Giacomo Gotifredo Ferrari (baptised 2 April 1763 – 2 December 1842) was born in Rovereto in the Italian Alps, and was an Italian composer and singing teacher who spent most of his career in France and England. Four of his operas, I due svizzeri, II Rinaldo d'Asti, L'eroina di Raab, and Lo sbaglio fortunato premiered in the King's Theatre, London.
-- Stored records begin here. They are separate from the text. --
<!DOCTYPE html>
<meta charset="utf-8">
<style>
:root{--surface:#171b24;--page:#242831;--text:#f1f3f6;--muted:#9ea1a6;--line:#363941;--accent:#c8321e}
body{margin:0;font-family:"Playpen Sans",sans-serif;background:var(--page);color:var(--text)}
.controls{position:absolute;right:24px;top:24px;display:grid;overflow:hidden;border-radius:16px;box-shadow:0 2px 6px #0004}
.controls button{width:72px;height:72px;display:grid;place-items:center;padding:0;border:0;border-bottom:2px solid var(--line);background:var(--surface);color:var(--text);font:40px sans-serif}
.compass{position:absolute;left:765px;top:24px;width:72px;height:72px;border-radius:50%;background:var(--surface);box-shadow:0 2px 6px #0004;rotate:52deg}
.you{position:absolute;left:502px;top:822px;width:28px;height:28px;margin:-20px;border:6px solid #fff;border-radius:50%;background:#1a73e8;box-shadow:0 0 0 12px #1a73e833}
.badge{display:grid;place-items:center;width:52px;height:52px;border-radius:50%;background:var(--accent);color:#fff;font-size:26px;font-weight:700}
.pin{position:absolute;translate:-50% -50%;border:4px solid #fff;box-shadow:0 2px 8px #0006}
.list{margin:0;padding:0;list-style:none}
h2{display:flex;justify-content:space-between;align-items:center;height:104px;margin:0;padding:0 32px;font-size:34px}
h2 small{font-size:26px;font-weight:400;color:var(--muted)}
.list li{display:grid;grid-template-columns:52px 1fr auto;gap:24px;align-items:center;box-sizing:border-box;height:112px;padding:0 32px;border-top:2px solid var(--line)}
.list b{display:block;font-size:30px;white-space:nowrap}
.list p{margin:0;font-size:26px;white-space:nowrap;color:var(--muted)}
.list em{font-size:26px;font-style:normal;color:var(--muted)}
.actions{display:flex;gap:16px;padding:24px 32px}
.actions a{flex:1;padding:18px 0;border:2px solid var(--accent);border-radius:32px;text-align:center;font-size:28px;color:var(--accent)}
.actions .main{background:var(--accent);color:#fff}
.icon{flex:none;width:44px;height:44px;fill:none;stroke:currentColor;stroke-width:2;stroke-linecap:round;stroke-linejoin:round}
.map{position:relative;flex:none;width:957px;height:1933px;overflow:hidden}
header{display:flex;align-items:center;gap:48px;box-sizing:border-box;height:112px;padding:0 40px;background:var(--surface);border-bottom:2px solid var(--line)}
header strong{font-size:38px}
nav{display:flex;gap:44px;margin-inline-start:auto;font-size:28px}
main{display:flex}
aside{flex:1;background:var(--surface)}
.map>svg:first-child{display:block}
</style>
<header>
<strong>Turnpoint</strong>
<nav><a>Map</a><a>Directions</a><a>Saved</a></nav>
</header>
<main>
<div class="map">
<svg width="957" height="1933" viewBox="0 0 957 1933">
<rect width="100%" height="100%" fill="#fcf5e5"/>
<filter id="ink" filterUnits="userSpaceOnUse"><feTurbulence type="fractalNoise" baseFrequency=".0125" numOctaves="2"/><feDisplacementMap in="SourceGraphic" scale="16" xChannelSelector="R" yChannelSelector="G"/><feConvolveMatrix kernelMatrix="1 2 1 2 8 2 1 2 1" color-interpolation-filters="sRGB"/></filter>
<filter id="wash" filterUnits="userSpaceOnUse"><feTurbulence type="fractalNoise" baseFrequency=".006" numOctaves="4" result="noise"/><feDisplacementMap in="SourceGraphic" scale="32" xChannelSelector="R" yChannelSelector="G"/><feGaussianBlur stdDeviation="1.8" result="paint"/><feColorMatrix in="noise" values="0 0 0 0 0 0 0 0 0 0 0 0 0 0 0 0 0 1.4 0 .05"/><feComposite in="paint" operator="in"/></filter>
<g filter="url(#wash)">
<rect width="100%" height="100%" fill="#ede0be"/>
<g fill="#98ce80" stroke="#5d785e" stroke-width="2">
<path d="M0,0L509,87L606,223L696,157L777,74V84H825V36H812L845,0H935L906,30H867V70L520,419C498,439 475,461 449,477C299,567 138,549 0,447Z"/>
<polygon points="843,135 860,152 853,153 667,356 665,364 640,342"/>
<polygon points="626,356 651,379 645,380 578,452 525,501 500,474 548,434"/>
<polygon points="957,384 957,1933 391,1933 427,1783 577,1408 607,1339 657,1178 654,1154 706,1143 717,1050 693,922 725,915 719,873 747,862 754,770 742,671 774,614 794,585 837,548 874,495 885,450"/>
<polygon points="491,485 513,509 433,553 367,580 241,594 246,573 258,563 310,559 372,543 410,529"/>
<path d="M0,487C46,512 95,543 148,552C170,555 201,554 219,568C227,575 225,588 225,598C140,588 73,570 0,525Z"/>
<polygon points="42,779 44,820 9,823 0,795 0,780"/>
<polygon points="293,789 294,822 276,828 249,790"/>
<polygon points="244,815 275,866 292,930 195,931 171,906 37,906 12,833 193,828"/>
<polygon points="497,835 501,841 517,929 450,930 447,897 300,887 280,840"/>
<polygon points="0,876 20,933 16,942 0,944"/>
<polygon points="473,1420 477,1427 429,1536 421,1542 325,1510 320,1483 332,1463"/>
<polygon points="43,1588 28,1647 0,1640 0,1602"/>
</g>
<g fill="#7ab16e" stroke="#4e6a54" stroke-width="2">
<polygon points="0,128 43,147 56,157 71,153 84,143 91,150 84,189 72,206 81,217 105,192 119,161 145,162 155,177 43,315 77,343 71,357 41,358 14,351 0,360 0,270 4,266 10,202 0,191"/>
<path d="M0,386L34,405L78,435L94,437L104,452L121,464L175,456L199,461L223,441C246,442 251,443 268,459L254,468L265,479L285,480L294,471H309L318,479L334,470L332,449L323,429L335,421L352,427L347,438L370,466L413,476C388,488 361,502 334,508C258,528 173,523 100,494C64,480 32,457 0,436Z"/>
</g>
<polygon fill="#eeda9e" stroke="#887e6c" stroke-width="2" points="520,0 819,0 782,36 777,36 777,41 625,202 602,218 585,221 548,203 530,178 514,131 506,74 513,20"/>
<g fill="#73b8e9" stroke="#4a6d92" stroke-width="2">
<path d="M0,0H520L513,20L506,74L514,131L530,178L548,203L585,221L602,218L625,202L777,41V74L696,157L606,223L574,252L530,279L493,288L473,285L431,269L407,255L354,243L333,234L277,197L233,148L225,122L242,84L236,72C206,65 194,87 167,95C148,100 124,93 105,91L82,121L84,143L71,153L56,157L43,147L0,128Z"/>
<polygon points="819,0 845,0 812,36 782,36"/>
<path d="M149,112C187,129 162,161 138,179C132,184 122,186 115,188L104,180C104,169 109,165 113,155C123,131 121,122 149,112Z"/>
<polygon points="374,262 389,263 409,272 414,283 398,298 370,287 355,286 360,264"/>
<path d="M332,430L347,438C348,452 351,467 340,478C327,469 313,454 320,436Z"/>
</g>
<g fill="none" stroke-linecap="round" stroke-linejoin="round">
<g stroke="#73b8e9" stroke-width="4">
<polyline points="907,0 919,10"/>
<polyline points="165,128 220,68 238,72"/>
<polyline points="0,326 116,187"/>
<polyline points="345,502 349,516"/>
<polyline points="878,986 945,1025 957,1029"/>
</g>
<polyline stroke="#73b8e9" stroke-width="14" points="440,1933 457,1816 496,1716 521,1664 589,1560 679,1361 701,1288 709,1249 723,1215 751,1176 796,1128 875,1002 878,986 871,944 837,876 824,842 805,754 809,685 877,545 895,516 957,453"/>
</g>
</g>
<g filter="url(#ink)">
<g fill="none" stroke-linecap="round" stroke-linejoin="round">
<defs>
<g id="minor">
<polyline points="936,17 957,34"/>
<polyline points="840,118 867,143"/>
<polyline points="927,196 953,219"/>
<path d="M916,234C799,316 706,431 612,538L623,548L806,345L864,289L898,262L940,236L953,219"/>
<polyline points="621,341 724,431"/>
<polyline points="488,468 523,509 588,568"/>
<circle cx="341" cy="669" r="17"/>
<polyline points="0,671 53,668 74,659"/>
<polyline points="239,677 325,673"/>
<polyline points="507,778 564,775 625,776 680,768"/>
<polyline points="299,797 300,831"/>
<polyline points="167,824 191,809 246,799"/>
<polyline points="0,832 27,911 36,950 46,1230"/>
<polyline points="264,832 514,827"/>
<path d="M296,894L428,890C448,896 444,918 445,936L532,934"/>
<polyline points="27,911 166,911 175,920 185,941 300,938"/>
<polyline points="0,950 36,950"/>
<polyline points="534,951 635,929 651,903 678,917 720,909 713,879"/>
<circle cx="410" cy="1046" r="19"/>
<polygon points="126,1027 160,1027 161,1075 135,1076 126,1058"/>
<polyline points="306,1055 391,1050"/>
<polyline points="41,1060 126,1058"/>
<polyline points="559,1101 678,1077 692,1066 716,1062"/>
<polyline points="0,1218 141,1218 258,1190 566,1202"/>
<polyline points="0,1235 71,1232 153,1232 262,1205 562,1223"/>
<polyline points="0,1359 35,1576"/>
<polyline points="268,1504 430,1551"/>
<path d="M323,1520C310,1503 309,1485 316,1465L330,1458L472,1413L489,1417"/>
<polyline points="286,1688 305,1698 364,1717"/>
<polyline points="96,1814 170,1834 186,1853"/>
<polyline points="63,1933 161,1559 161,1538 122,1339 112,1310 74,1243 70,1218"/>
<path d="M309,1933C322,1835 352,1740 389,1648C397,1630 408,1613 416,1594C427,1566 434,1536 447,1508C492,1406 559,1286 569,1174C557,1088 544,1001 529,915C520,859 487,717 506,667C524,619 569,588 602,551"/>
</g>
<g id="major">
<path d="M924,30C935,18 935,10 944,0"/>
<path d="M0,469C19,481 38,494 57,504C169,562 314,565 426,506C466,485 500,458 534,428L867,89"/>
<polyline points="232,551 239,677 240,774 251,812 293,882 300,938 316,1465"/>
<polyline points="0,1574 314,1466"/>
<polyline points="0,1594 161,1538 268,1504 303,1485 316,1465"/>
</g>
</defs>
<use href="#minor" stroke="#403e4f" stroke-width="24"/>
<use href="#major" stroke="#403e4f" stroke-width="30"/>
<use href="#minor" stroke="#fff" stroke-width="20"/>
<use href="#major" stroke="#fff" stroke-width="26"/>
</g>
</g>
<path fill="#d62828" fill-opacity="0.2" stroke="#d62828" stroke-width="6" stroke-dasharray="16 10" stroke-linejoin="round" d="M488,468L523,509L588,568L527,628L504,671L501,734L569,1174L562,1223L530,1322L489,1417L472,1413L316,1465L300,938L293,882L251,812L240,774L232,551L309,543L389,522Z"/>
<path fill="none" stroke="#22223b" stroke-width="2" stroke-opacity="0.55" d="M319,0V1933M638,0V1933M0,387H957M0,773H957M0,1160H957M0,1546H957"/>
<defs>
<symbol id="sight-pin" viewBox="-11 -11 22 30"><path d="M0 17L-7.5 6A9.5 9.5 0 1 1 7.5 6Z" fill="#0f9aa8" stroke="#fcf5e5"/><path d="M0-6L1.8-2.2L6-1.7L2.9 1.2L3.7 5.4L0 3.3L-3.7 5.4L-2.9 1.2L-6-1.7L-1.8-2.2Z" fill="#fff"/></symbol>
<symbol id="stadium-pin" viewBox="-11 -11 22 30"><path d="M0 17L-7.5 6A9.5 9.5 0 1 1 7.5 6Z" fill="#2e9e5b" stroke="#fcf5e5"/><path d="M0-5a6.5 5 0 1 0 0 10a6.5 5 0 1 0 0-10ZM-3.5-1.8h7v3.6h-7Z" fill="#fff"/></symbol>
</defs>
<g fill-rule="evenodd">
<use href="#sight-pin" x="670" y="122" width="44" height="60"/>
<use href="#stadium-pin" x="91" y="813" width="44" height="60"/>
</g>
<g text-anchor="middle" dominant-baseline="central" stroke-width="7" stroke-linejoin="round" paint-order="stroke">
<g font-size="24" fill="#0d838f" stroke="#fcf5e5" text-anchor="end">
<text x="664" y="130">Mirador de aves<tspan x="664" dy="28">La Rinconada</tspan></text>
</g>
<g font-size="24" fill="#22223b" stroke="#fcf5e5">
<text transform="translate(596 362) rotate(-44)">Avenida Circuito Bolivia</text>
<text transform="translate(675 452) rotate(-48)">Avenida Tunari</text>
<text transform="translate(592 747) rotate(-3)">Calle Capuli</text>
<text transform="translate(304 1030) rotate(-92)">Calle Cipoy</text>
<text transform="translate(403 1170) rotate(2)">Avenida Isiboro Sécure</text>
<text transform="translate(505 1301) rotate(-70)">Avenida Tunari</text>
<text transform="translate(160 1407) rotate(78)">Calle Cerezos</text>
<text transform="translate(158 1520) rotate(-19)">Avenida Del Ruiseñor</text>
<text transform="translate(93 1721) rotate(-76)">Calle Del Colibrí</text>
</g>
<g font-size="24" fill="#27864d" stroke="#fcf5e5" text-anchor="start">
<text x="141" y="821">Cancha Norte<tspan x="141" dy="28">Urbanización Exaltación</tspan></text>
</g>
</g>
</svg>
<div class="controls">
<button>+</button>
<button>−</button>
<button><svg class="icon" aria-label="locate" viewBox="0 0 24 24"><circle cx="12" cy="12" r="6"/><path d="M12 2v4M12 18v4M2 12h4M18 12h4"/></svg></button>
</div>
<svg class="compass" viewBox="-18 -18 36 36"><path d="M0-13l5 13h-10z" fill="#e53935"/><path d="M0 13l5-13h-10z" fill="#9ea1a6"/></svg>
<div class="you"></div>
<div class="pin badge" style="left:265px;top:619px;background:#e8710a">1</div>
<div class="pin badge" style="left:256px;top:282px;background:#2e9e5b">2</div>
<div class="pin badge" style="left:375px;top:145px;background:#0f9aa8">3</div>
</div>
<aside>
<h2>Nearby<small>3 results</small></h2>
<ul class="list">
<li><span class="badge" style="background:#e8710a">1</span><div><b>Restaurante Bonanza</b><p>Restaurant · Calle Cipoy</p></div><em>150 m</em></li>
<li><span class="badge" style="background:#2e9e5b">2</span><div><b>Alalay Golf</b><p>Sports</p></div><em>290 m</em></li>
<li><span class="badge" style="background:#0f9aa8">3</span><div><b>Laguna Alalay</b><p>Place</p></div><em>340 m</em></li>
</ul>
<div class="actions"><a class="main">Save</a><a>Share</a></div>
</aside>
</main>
He also composed two ballets, a Mass, and numerous piano sonatas.

==Principal works==
Operas
- I due Svizzeri (opera buffa in one act, premiered King's Theatre, London, 14 May 1799)
- II Rinaldo d'Asti (opera buffa in two acts, premiered King's Theatre, London, 16 March 1802)
- L'eroina di Raab (opera seria in two acts, premiered King's Theatre, London, 8 April 1813)
- Lo sbaglio fortunato (opera buffa in one act, premiered King's Theatre, London 8 May 1817)

Ballets
- Borea e Zeffiro (premiered King's Theatre, London, 1805)
- La dama di spirito a Napoli (premiered King's Theatre, London, 1809)

Books
- Breve tratto di canto italiano, also published in English translation as Concise Treatise on Italian Singing (1818)
- Studio di musica teorica pratica (1830)
- Anedotti piacevoli e interessanti occorsi nella vita Giacomo Gotifredo Ferrari, da Rovereto (1830).